### WORK TASK
Across all the records, filter for lines with the word "canvas" and copy them.

### DATASET RECORDS

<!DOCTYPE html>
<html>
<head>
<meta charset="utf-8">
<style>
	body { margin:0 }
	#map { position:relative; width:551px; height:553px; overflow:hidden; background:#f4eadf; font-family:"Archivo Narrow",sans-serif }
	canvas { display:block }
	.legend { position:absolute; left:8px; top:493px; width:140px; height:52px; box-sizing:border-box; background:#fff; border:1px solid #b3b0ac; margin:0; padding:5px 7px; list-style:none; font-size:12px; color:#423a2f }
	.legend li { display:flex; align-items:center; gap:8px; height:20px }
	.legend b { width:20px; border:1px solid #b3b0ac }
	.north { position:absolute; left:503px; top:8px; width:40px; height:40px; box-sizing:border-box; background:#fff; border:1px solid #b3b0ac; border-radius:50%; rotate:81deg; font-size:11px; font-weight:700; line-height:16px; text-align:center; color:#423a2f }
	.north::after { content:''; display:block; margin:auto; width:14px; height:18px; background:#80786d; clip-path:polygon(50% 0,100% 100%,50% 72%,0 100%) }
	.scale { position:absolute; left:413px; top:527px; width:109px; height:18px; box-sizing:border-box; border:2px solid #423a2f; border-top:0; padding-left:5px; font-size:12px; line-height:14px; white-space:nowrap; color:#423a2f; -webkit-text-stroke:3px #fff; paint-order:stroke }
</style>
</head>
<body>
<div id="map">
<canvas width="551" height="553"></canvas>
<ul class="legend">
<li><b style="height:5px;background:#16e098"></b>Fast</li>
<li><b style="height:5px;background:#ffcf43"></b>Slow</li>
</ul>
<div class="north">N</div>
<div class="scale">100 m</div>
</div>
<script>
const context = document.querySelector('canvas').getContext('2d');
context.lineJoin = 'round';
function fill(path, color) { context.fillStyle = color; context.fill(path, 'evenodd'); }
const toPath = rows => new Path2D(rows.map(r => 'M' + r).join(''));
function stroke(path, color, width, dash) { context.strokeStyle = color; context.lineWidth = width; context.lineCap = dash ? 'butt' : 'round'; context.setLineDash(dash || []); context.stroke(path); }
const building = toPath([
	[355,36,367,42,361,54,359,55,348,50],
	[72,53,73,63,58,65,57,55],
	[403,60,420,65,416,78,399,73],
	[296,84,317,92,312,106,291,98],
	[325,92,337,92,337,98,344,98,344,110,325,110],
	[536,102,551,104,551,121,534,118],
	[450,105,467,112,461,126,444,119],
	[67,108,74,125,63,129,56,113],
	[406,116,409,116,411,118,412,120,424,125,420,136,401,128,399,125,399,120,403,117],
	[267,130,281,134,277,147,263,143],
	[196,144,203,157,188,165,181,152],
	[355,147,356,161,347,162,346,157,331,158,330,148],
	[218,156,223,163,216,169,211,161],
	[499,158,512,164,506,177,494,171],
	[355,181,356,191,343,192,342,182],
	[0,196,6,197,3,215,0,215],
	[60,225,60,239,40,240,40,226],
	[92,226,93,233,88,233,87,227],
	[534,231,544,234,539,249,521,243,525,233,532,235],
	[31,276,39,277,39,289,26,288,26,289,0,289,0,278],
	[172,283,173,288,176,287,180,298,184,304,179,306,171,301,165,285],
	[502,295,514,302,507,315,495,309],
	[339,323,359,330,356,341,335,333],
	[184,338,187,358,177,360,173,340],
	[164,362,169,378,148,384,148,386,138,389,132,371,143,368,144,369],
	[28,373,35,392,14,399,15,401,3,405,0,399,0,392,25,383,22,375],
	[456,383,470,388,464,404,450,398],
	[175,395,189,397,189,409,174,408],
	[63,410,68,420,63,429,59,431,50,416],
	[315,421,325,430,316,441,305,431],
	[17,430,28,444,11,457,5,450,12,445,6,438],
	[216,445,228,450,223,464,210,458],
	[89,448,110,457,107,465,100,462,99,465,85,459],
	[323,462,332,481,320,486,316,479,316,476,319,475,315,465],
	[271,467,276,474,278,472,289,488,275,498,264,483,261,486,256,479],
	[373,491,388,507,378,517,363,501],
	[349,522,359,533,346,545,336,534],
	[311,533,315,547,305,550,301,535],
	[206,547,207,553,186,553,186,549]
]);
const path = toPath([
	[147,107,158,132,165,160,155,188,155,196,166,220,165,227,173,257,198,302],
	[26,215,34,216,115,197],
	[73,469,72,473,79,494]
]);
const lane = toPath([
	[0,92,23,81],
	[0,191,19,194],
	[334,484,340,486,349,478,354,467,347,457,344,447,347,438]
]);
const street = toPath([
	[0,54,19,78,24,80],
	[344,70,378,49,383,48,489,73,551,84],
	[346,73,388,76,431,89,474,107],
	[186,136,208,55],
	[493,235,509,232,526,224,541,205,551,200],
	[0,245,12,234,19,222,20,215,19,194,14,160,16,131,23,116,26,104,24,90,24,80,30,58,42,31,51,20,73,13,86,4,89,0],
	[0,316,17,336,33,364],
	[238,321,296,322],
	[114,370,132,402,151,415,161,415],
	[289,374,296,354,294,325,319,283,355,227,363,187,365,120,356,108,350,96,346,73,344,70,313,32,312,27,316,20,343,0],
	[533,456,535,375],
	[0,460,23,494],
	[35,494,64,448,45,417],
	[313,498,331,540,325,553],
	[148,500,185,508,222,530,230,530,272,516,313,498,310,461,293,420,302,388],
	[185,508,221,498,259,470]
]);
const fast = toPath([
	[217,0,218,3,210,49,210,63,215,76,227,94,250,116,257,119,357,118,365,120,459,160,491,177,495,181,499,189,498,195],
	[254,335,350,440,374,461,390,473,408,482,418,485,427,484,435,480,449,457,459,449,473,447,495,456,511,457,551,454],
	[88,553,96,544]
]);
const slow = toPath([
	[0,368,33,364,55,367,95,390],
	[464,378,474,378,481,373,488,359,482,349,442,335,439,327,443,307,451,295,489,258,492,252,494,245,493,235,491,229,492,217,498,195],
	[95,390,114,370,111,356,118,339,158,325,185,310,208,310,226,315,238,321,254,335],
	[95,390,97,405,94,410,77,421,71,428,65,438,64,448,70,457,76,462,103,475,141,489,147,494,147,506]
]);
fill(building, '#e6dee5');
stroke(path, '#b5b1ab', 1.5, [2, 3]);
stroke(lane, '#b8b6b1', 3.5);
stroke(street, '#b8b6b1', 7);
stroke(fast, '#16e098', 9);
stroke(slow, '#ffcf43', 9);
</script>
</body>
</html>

### TASK RESPONSE
	canvas { display:block }
<canvas width="551" height="553"></canvas>
const context = document.querySelector('canvas').getContext('2d');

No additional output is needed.